Why? How often do you or someone checks the file vs if you have a monitoring solution that scrapes the logs. If logs are in machine readable format it simplifies the monitoring solution, spends less resources both during logging and distilling for events. And do not forget if you want to process your logs later to find performance bottlenecks or create transactions for troubleshooting. Same goes for stats files which are usually the snapshots of current state of application. There are few advantages of machine readable files.
- It is fast to write.
Because you would keep the formatting to the minimum. For example use the raw unixtime (or millisecond or microsecond resolution). I would suggest at least millisecond resolution. And use a single character severity (e.g. D for debug, S for status, E for error and so on).
- It is fast to read and re-process for monitoring and management.
Because timestamp is already in machine form it is easy to process it. Severity of messages is single character which again simplifies matching.
- Log as much as possible but log what makes sense.
This one is a double-edge sword and should be used carefully. Storage is cheap but Disk IO is not which could become a performance bottleneck for real-time applications. On the other hand more logging you have, easier it will be to troubleshoot. So think through and log what is must for troubleshooting. Main two options in my opinion are to use remote syslog type logging OR use different thread in your application to log to disk. Remote syslog is a vetted solution which I do not need to go through here. I will explain the second solution in next post.
So what should you log? Lets see. I would log following in below order. I will explain my motive in future posts.
- Short-code Severity of event
This is obvious. That is certain that Error and Fatal conditions are interesting for any monitoring solution. I prefer a single character short name. For example S for status, D for debug, E for error, F for fatal, W for warning. You could also choose to use integer levels but using these single characters have a distinct advantage for readability of log messages. Though here I am discussing that file should be a machine readable and user should convert it to human readable, yet there are times when you may want to look at raw data and a single character would convey more information than integers which you have to decode.
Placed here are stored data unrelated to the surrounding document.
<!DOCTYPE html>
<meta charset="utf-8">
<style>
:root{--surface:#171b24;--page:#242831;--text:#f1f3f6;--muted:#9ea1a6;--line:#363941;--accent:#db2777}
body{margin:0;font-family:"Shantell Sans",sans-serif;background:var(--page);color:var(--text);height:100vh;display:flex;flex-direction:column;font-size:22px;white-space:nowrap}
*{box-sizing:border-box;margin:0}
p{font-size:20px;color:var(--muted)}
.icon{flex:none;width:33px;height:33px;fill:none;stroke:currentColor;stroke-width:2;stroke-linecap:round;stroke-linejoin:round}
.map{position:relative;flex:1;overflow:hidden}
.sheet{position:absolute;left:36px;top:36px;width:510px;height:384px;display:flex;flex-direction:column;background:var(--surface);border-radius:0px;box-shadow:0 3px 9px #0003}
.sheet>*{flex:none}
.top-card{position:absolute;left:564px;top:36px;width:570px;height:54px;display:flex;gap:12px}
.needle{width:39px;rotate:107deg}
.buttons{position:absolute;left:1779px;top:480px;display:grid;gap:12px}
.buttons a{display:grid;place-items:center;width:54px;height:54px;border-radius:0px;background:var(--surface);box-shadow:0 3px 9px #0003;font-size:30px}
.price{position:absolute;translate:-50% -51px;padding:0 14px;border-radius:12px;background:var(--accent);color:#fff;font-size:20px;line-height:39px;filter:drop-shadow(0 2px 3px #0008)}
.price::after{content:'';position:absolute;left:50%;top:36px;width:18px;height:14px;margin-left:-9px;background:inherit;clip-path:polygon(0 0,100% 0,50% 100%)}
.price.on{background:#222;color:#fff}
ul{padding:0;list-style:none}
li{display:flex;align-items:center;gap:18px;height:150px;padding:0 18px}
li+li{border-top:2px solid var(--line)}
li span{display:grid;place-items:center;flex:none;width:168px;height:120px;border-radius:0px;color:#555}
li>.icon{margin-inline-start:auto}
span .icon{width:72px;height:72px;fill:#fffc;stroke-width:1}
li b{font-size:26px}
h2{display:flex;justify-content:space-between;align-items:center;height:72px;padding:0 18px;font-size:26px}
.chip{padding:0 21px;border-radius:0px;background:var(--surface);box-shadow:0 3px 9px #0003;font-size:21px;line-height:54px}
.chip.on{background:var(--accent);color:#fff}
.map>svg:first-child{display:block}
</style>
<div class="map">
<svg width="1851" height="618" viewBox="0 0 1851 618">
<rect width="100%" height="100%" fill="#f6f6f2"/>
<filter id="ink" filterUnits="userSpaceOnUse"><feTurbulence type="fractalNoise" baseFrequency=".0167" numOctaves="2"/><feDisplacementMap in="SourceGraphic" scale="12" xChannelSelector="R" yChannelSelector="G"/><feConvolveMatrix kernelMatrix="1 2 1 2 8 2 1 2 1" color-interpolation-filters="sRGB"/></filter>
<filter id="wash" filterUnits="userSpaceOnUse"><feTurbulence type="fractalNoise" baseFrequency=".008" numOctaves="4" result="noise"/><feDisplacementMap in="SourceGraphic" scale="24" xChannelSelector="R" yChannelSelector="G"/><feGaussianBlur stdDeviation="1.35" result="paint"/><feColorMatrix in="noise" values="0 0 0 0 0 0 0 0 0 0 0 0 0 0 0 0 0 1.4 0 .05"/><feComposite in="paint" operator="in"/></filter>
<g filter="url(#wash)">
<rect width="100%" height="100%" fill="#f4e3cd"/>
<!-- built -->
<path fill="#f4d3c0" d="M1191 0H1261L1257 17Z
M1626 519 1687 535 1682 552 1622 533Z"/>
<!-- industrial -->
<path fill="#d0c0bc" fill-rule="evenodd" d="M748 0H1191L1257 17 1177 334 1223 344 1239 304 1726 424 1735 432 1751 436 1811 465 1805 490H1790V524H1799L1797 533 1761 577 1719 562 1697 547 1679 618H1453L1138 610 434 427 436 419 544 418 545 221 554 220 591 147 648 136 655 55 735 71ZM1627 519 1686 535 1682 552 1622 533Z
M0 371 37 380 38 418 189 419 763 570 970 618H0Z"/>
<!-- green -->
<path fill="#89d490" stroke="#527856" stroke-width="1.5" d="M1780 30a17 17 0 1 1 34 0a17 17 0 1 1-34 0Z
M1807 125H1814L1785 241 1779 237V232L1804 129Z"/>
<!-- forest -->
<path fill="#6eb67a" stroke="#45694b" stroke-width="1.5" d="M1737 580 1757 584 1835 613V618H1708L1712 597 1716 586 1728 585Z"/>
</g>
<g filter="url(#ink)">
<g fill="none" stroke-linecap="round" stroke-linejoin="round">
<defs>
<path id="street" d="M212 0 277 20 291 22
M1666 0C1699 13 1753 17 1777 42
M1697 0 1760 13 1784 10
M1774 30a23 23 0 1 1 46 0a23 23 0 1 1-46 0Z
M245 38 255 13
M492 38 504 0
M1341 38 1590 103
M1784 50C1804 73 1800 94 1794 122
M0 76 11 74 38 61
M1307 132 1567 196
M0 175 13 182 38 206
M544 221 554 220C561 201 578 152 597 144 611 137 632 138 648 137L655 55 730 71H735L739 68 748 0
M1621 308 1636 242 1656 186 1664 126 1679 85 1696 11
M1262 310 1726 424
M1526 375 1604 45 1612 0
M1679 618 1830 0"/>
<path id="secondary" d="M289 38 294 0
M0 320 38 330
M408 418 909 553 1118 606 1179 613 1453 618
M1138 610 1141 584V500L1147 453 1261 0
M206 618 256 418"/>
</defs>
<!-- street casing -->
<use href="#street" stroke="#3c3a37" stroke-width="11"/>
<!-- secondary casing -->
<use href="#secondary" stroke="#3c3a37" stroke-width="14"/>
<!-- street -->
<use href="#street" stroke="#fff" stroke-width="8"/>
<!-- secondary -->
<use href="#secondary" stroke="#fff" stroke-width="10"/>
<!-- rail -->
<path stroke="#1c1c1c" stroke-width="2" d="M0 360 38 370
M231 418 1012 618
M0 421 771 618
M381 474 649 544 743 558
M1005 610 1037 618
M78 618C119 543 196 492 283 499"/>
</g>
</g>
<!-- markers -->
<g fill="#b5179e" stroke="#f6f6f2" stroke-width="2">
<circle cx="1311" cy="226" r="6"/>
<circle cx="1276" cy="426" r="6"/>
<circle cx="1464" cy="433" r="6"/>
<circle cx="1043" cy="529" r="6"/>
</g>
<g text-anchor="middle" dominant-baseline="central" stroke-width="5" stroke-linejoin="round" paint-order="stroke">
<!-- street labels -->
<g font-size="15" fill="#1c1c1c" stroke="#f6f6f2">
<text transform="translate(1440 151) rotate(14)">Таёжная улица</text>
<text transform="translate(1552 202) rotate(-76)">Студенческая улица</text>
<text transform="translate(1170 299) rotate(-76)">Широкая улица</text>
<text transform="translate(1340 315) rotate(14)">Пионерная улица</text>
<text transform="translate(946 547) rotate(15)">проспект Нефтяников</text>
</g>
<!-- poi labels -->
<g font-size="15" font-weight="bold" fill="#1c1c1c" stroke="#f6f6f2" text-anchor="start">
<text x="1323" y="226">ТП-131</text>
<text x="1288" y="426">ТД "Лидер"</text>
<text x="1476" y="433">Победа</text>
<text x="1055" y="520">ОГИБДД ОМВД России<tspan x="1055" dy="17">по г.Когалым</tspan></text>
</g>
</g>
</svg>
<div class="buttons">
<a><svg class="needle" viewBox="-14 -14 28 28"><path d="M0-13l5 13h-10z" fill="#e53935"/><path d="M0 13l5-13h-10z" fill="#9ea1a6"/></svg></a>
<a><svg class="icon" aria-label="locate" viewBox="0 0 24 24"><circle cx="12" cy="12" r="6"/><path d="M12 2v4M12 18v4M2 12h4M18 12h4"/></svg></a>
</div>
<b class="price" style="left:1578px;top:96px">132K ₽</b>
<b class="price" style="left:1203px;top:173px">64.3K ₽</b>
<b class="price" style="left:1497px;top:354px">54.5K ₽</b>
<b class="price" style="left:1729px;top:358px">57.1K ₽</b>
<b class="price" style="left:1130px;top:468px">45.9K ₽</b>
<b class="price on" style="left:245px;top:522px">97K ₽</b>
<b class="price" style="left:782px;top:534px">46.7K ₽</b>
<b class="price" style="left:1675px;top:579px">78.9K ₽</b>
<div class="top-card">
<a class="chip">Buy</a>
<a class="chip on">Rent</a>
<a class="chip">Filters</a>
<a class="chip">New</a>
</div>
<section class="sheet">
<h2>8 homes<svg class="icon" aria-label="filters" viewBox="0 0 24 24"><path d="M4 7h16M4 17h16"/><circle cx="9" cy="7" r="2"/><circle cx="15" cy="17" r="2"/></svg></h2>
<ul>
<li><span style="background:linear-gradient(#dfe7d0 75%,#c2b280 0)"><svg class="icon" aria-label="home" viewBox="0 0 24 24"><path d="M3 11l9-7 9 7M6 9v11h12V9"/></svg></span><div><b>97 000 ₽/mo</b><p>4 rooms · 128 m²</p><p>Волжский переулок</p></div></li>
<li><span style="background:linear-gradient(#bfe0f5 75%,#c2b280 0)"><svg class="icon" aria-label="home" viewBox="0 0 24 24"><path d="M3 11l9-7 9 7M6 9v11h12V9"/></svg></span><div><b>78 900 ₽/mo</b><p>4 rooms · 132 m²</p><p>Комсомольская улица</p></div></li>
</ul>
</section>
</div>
And with single character you still remain within my logging standard.
- Timestamp of the event
Do not need to format the timestamp. This way you save few CPU cycles that would otherwise be spent in converting a Unix timestamp to a readable format (usually YYYY-MM-DD HH:MM:SS.ms) during logging. You would grab the current timestamp from system, preferably in millisecond resolution. Why? Obviously for real-time application you need to see how quickly application is performing. So millisecond or microsecond resolutions will help identify the bottlenecks. In addition it will allow to sort events from multiple threads easily and correctly create the time-line of events. Second advantage comes in when distilling the file for information. If the timestamp was readable, then monitoring application would need to read more and convert it to machine readable. So you hit two birds with one stone by using raw timestamp.
- Thread identification for Multi-Threaded applications.
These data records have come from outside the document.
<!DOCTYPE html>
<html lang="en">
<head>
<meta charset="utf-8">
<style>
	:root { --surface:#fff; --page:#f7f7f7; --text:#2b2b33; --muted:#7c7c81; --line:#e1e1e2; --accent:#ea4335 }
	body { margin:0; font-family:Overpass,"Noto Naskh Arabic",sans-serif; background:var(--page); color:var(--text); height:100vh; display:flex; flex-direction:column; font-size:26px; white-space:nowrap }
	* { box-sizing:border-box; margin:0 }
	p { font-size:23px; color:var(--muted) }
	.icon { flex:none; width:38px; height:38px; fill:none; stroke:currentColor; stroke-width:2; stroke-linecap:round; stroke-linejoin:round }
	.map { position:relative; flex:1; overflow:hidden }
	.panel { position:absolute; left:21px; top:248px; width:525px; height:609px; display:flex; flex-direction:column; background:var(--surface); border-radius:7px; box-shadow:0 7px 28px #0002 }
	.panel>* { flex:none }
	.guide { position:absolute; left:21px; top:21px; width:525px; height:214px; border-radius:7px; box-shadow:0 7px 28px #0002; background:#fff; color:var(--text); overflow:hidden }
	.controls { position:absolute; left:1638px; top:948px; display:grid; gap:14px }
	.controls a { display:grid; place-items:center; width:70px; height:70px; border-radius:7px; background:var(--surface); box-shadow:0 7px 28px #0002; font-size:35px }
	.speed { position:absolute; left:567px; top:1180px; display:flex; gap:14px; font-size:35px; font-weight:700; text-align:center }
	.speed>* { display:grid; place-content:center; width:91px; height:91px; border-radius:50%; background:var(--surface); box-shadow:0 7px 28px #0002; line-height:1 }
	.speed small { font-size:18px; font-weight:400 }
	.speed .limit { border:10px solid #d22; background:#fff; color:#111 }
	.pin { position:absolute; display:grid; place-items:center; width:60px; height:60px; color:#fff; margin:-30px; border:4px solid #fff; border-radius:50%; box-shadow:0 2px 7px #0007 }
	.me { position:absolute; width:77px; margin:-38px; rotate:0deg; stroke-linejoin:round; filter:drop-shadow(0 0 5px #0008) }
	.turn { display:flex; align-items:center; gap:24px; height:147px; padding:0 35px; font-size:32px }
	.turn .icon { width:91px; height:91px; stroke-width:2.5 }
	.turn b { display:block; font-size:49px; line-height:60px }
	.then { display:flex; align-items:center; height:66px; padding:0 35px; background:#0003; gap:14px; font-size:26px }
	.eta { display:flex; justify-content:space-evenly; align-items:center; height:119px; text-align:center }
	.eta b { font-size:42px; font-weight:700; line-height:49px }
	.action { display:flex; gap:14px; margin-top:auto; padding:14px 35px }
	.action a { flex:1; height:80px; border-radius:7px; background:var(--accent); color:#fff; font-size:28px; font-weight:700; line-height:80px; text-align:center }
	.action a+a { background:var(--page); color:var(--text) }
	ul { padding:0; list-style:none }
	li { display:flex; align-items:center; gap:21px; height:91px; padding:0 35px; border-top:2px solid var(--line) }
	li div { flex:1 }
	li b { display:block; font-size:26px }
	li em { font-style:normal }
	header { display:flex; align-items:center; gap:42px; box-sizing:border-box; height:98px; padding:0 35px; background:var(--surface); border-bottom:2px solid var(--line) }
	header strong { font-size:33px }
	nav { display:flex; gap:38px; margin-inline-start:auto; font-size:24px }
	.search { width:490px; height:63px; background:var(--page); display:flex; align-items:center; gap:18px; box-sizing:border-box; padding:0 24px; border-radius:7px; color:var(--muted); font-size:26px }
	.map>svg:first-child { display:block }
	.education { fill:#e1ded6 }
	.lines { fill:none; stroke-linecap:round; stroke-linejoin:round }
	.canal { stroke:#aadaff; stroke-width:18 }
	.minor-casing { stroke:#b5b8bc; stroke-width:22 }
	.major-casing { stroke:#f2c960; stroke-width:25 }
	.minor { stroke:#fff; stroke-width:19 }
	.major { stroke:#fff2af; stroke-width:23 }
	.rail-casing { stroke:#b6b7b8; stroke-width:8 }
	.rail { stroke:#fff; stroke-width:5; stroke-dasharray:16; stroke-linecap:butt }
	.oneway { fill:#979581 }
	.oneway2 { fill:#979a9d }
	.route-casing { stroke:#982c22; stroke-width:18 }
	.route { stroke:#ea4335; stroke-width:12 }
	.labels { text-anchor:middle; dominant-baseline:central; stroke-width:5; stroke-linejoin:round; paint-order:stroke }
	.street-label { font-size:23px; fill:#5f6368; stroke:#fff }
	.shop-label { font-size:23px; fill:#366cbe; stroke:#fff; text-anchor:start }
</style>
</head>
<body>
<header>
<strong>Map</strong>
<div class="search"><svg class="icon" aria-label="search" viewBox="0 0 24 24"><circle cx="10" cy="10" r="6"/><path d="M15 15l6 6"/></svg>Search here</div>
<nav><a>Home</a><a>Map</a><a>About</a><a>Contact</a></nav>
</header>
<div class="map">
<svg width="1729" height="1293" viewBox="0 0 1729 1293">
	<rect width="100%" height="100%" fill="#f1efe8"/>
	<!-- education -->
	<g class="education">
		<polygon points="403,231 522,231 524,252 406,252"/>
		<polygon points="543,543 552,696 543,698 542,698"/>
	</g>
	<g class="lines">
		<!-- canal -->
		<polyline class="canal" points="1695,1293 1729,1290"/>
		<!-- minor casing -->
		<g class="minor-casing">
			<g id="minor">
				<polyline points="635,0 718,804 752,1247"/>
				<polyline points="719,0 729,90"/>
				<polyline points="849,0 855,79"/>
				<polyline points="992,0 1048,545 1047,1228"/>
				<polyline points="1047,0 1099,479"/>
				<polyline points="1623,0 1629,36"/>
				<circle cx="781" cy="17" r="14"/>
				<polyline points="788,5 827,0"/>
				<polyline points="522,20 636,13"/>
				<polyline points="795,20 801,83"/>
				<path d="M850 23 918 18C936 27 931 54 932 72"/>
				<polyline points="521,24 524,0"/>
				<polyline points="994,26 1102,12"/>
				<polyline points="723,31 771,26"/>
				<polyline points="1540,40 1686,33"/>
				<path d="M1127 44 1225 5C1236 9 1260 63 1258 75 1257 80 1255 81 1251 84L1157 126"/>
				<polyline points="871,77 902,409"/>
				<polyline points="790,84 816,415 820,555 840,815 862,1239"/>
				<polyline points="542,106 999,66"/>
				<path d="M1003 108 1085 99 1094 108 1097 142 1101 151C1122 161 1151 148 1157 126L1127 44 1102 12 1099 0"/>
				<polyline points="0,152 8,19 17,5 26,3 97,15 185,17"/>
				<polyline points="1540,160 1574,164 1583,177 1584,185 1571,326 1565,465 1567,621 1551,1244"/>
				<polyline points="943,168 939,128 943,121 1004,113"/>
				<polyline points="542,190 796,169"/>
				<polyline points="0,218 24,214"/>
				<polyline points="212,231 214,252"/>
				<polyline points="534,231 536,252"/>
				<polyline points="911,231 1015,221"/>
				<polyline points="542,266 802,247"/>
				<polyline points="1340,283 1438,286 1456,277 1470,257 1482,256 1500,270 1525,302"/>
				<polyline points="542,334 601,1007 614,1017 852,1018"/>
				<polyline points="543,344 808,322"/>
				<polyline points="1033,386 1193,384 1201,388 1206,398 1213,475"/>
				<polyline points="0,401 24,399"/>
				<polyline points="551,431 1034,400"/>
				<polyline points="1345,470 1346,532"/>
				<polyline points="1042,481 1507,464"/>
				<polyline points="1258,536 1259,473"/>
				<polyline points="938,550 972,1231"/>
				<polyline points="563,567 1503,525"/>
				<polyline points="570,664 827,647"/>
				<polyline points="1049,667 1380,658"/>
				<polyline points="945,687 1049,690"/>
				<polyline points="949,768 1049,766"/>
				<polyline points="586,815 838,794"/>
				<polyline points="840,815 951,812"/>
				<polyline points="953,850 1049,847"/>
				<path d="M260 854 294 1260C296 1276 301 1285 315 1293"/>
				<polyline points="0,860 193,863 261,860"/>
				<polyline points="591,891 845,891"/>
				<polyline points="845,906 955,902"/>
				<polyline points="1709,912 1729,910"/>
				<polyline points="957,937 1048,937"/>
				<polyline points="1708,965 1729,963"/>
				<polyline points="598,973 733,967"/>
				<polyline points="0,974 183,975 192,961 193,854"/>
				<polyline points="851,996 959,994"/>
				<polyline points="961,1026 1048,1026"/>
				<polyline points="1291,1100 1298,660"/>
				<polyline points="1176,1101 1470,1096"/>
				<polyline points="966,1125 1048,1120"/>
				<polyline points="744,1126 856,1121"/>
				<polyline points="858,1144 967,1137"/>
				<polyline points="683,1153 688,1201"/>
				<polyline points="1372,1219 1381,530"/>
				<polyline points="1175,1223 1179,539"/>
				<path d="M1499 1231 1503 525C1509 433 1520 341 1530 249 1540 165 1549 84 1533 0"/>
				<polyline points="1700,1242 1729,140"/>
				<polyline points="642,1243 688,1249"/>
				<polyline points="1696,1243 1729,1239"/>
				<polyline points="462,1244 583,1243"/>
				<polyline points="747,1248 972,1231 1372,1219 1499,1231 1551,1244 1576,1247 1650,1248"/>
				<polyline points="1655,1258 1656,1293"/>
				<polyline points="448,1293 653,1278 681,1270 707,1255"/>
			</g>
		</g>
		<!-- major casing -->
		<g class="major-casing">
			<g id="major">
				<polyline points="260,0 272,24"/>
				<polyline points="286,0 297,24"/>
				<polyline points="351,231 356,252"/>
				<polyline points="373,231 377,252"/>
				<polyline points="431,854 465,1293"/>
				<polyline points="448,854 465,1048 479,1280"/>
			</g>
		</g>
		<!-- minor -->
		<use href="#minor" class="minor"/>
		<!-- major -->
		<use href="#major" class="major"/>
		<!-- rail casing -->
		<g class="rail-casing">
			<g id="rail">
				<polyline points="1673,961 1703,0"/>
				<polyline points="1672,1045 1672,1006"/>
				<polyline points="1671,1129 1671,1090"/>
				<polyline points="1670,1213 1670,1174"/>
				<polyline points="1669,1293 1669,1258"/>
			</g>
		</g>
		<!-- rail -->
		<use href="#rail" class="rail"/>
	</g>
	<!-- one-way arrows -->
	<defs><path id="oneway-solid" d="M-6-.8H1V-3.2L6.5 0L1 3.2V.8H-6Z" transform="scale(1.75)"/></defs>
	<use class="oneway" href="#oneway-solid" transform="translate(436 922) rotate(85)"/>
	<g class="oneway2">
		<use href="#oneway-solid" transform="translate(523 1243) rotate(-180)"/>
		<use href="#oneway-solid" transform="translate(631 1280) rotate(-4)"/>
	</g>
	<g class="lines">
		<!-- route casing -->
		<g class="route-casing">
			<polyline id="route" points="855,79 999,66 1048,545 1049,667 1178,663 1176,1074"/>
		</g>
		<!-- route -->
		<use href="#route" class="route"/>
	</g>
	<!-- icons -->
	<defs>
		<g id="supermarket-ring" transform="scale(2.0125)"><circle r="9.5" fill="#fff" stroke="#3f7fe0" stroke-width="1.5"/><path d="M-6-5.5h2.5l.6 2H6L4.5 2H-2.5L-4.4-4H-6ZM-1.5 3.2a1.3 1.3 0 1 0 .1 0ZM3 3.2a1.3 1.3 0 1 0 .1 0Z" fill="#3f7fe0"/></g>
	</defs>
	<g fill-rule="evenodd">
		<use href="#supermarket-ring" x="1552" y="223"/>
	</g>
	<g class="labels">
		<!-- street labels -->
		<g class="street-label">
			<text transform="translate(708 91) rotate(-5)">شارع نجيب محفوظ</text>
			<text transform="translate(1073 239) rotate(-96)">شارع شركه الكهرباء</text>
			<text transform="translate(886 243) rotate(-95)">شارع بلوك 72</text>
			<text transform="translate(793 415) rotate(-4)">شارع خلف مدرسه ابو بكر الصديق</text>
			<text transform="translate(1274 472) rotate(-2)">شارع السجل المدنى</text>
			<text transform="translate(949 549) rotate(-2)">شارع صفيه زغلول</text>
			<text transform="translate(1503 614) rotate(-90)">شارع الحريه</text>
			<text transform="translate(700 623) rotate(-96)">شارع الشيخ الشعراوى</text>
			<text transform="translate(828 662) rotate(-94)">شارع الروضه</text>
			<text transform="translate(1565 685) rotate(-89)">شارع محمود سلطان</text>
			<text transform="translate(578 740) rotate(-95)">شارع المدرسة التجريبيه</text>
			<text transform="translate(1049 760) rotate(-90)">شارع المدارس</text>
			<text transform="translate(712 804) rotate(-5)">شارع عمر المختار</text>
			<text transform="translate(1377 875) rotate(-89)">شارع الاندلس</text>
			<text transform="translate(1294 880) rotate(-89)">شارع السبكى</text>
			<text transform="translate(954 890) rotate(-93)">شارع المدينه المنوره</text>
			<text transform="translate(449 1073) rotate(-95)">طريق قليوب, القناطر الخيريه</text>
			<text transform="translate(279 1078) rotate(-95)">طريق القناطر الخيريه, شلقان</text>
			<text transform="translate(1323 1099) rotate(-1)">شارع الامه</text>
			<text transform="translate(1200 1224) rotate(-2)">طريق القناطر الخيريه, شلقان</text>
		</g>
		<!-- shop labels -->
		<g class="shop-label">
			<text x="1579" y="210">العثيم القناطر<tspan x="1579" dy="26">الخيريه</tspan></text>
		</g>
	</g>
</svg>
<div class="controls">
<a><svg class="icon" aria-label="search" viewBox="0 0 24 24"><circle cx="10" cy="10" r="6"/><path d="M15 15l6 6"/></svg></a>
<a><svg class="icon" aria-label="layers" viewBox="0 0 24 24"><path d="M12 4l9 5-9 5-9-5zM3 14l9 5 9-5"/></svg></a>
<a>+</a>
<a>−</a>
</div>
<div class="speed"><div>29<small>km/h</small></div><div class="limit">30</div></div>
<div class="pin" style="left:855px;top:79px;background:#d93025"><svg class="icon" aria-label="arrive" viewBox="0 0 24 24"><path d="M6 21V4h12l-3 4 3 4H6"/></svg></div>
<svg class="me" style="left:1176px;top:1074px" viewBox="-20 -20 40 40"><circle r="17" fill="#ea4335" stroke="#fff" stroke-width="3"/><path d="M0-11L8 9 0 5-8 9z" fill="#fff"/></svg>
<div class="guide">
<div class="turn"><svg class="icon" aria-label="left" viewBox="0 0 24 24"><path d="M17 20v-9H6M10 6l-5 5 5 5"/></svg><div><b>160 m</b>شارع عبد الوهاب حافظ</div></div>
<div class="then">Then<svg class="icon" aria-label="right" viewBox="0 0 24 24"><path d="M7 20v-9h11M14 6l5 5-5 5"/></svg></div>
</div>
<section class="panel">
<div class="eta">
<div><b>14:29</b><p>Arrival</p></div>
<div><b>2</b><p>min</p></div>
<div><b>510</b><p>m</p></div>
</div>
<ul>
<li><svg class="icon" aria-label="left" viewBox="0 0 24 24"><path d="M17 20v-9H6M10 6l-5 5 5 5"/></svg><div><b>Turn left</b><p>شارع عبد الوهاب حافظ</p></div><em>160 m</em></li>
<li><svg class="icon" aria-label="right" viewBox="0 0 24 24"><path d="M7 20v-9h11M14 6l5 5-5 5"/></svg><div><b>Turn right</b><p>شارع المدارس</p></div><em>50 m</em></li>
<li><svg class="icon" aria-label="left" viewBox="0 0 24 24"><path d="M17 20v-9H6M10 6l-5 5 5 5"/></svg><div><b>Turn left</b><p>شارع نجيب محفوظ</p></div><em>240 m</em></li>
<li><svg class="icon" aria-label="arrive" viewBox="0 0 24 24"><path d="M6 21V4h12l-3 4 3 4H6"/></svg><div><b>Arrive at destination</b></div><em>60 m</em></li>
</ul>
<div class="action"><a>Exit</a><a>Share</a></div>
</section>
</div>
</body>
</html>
This will allow easy identification of various work streams or threads in your application. Maybe you have multiple threads for distributing single incoming stream of data. All threads will be logging similar messages. So having a thread identification would help you distinguish which thread is logging what and isolate which one is experiencing problems. Either you can use numeric IDs here OR use something that is more readable. I would not use the thread ID returned by ptherad_self that being long, instead use an easy to identify number/short code in application. For example M for main application thread; L For logging thread; S for status thread; D1, D2, D3 and so on for data distribution threads and so on.
- An error code if your application supports that already (optional)
Using error code would simplify monitoring again. You would report less data and monitoring would easily match it with monitoring rule. But if you do not have it then don’t fret. You could still use string patterns as we discuss in next point.
Must report what has actually happened. This could also include data, data structures or whatever you think is useful for troubleshooting. Make sure that there is some kind of string pattern or token that can be used by monitoring software.
- Filename, function, class name, line number or whatever else that makes sense
This is self explanatory. Either you can use built in macros that will report some of these or you can define short codes in your application.